Task requirements: Lines in which "shadow" appears should be pulled from the data below.

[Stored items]
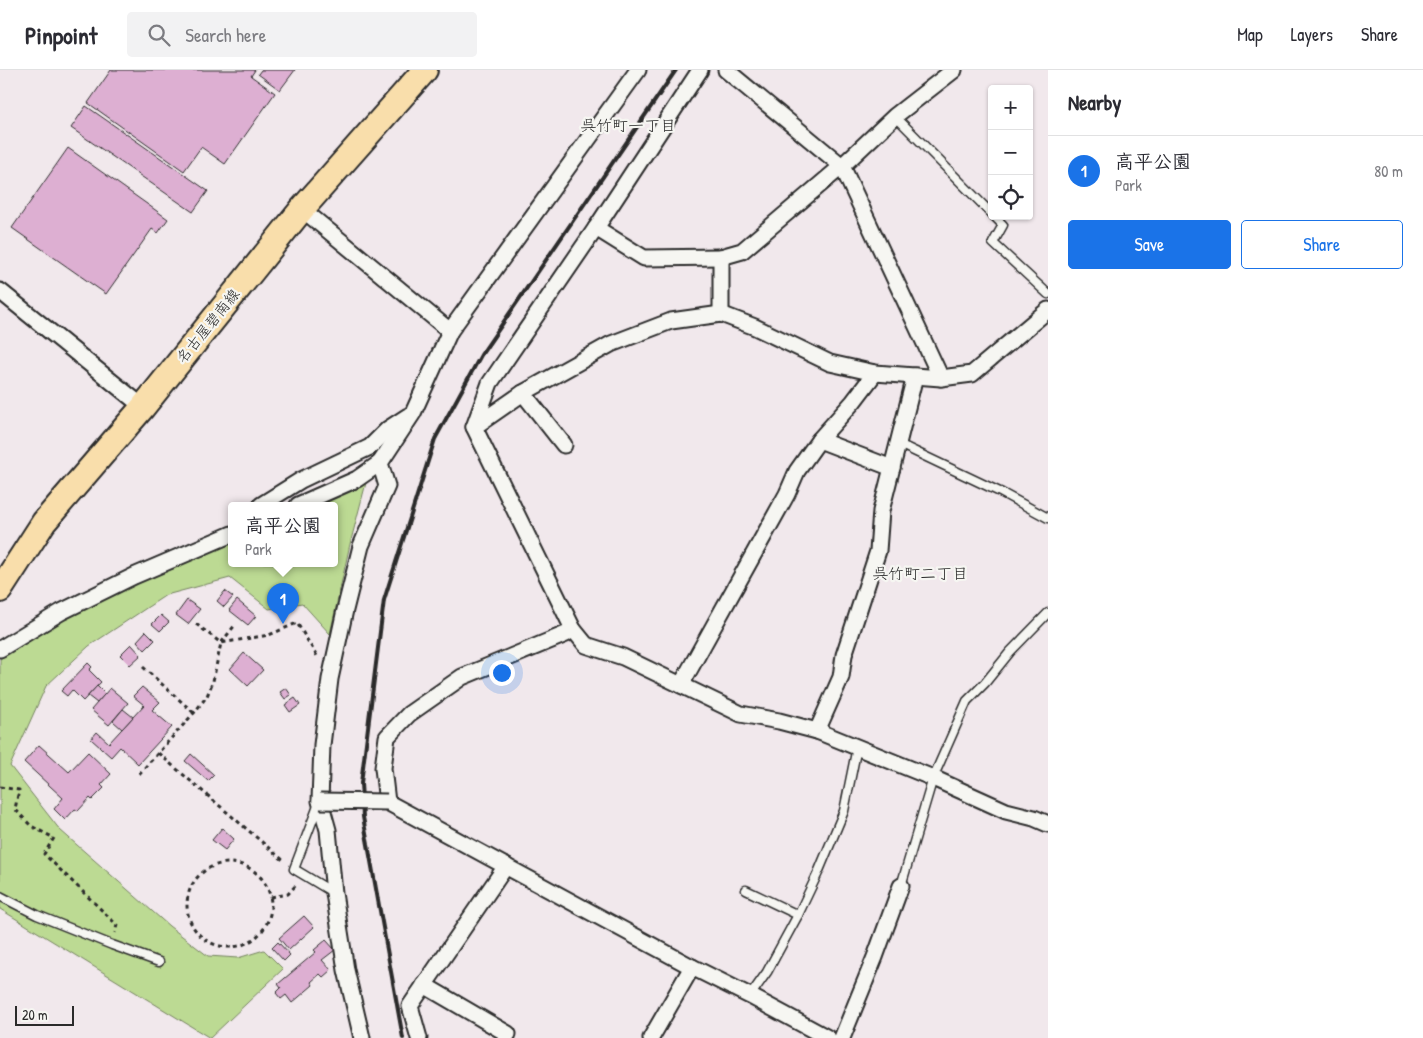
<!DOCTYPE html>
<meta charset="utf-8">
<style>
:root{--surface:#fff;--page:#f2f2f3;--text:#2b2b33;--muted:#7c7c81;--line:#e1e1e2;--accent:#1a73e8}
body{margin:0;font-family:"Patrick Hand","Klee One",sans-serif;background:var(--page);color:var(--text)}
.controls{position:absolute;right:15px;top:15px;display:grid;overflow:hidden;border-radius:5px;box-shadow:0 1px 4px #0004}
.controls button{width:45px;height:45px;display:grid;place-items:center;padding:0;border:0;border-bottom:1px solid var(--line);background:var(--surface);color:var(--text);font:25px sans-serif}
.scale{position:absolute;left:15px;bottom:12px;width:59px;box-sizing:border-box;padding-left:5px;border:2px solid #2b2b2b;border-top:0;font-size:14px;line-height:18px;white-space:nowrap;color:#2b2b2b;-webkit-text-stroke:4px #f6f6f2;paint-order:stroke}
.you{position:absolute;left:501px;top:602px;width:18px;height:18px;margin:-12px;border:4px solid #fff;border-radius:50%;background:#1a73e8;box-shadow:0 0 0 8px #1a73e833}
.badge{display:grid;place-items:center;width:32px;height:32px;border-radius:50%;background:var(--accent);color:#fff;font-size:16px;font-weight:700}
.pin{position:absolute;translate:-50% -41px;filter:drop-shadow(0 1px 2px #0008)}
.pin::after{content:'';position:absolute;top:26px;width:18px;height:15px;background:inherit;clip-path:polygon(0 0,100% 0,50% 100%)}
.popup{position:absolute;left:228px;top:432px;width:110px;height:65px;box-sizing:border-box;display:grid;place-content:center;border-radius:5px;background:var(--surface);filter:drop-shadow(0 1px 4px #0005);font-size:16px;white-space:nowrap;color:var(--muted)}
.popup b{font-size:19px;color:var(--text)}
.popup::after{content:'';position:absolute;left:50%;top:100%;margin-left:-10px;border:10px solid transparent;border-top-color:var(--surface)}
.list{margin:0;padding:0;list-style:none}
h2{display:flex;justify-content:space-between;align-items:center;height:65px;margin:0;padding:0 20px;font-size:21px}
h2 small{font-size:16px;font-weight:400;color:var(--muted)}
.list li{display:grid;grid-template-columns:32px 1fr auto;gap:15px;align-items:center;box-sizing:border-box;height:70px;padding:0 20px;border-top:1px solid var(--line)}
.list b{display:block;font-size:19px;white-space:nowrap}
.list p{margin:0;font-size:16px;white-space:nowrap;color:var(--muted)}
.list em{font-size:16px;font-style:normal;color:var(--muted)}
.actions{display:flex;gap:10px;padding:15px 20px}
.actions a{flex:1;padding:11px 0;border:1px solid var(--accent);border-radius:5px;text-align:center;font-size:18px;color:var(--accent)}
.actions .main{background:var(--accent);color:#fff}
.icon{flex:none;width:28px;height:28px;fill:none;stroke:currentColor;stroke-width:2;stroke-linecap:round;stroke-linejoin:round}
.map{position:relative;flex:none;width:1048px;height:968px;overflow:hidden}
header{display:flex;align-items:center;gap:30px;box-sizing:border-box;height:70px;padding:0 25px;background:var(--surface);border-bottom:1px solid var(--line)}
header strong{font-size:24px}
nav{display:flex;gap:28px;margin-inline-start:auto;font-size:18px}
.search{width:350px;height:45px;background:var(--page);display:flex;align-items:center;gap:12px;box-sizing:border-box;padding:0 18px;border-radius:5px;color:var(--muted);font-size:19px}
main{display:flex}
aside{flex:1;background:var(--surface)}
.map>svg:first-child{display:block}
</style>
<header>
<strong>Pinpoint</strong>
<div class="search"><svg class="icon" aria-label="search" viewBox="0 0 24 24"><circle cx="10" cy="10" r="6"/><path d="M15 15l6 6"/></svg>Search here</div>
<nav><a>Map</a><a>Layers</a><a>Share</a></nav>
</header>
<main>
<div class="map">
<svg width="1048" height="968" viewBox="0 0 1048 968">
<rect width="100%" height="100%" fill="#f1e8ec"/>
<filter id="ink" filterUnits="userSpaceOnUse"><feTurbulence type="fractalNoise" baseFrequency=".02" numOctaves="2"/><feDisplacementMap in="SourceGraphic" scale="10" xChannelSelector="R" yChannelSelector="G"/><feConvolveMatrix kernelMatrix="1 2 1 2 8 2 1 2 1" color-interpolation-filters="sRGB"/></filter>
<g filter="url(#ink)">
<path fill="#bcda93" stroke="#74825f" d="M367,409L350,474L330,564L302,533L269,539L230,508L166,525L89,576L46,616L10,696L60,760L169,856L208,886L238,888L264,880L283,899L210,968L0,839V589L64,546L136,511L232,471V493H334V435H310Z"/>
<g fill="#ddafd2" stroke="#2b2b2b">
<path d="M111,0H255L251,6L275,23L225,94L201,77L184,101L88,33Z"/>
<path d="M261,0H295L280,20L258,4Z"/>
<path d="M86,36L208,121L193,142L71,58Z"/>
<path d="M68,78L168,149L158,163L152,159L106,224L12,158Z"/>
<path d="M225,521L233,527L224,537L217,531Z"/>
<path d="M187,530L200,539L188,554L176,545Z"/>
<path d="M237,530L256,546L248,555L229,540Z"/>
<path d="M161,545L169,552L160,561L152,554Z"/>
<path d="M146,561L155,570L145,580L137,571Z"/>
<path d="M131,574L141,585L130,595L120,585Z"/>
<path d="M244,583L263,600L248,616L230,599Z"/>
<path d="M88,593L92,597L89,600L101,612L83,631L72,620L67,626L61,621Z"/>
<path d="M97,616L105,624L97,633L88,626Z"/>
<path d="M142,617L160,632L152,640L172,657L138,694L120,677L111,687L91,669L97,662L109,673L144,635L133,626Z"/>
<path d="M110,618L128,633L109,655L91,640Z"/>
<path d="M286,618L291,625L285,629L280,622Z"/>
<path d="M295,628L300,635L290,642L285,635Z"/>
<path d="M123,639L133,647L122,659L113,651Z"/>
<path d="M39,675L69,702L88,682L111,704L101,715L104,718L92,730L90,728L78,741L75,739L65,750L54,739L63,728L24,692Z"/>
<path d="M191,684L214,705L208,711L185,691Z"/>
<path d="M222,758L234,769L225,780L212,770Z"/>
<path d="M304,846L314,857L289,880L279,868Z"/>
<path d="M326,870L335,880L322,890L331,900L323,907L320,904L311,912L313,915L292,933L286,925L281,929L276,923L281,918L278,914L316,882L314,880Z"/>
<path d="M278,872L290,885L284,891L272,878Z"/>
</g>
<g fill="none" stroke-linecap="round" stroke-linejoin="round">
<g stroke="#2b2b2b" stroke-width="11">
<g id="lane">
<path d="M895,46L992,144"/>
<path d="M994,146L1003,155L993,173L1048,224"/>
<path d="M899,374L1002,423L1048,448"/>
<path d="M318,736L294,799L334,823"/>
<path d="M901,816L933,708L967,631L985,613L1010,582L1048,543"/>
<path d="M746,820L798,845"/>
<path d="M0,826L37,845L112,875L159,892"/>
<path d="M750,926L767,902L798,845L818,803L844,741L857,677"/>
</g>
</g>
<g stroke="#2b2b2b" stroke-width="19">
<g id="street">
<path d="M726,0L842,96L941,308"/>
<path d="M302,139L450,261"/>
<path d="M596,158L700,0"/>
<path d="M0,221L143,337"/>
<path d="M1048,240L972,304L941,308L875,303L830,293L755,257L721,244L671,251L611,274L523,323L474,357L573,559L586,575L623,587L741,644L779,651L817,661L933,708L1006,741L1034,748L1048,754"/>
<path d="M721,244V187L742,181L842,96L895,46L954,0"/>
<path d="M523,323L564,375"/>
<path d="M474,357L490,313L596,158L644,188L721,187"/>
<path d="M819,370L892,398"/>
<path d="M261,435L301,410L370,377L388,359L408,346"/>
<path d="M298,435L357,409L380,393"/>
<path d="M573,559L566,564L462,607L409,644L387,667L383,698L387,732L692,897L750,926L828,968"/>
<path d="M0,579L61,542L134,506L232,464"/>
<path d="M681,615L787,424L797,401L819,370L853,332L875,303"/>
<path d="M817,661L841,607L844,585L878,481L881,441L915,306"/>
<path d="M424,915L508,964L505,968"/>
<path d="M362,968L346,900L334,823L328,760L320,731L322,675L330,609L345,540L361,476L387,416L380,393L413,343L450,261L638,0"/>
<path d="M419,968L410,936L506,796"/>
<path d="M651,968L692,897"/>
<path d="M842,968L875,887L901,816"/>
</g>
</g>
<g stroke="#2b2b2b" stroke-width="28">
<path id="primary" d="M0,520L44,452L143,337L302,139L425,0"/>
</g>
<g stroke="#2b2b2b" stroke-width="3" stroke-dasharray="4 4" stroke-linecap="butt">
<path d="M196,554L221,573L235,555"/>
<path d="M143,597L194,643"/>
<path d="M158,683L284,791"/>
<path d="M139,704L194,643L207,626L213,611L221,573L269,565L297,553L317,586"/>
<path d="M0,717L19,720L15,739L31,756L54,768L44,784L117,855L115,863"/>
<circle cx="229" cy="835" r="42"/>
<path d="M271,827L288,824L296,815"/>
</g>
<use href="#lane" stroke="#f6f6f2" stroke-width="8"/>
<use href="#street" stroke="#f6f6f2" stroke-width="15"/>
<use href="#primary" stroke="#f9deab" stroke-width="24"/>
<path stroke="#2b2b2b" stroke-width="4" d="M403,968L363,747L361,713L384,530L435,369L481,285L676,0"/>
<g stroke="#2b2b2b" stroke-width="19" stroke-linecap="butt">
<path id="street-bridge" d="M320,731L387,732"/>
</g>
<use href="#street-bridge" stroke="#f6f6f2" stroke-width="15"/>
</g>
</g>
<g text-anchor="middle" stroke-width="4.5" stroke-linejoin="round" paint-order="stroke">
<g font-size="15" fill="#2b2b2b" stroke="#f6f6f2">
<text transform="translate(208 256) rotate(-51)" y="5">名古屋碧南線</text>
</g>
<g font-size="16" fill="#2b2b2b" stroke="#f6f6f2">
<text x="628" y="61">呉竹町一丁目</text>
<text x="920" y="509">呉竹町二丁目</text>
</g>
</g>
</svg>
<div class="controls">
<button>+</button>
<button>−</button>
<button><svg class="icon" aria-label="locate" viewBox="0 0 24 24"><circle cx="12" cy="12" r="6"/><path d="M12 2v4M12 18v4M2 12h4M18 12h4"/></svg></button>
</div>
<div class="scale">20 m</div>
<div class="you"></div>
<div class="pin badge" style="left:283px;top:554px">1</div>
<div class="popup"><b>高平公園</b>Park</div>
</div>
<aside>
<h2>Nearby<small></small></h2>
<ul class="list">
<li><span class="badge">1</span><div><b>高平公園</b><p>Park</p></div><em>80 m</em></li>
</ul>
<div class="actions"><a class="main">Save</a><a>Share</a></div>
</aside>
</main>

Final answer:
.controls{position:absolute;right:15px;top:15px;display:grid;overflow:hidden;border-radius:5px;box-shadow:0 1px 4px #0004}
.you{position:absolute;left:501px;top:602px;width:18px;height:18px;margin:-12px;border:4px solid #fff;border-radius:50%;background:#1a73e8;box-shadow:0 0 0 8px #1a73e833}
.pin{position:absolute;translate:-50% -41px;filter:drop-shadow(0 1px 2px #0008)}
.popup{position:absolute;left:228px;top:432px;width:110px;height:65px;box-sizing:border-box;display:grid;place-content:center;border-radius:5px;background:var(--surface);filter:drop-shadow(0 1px 4px #0005);font-size:16px;white-space:nowrap;color:var(--muted)}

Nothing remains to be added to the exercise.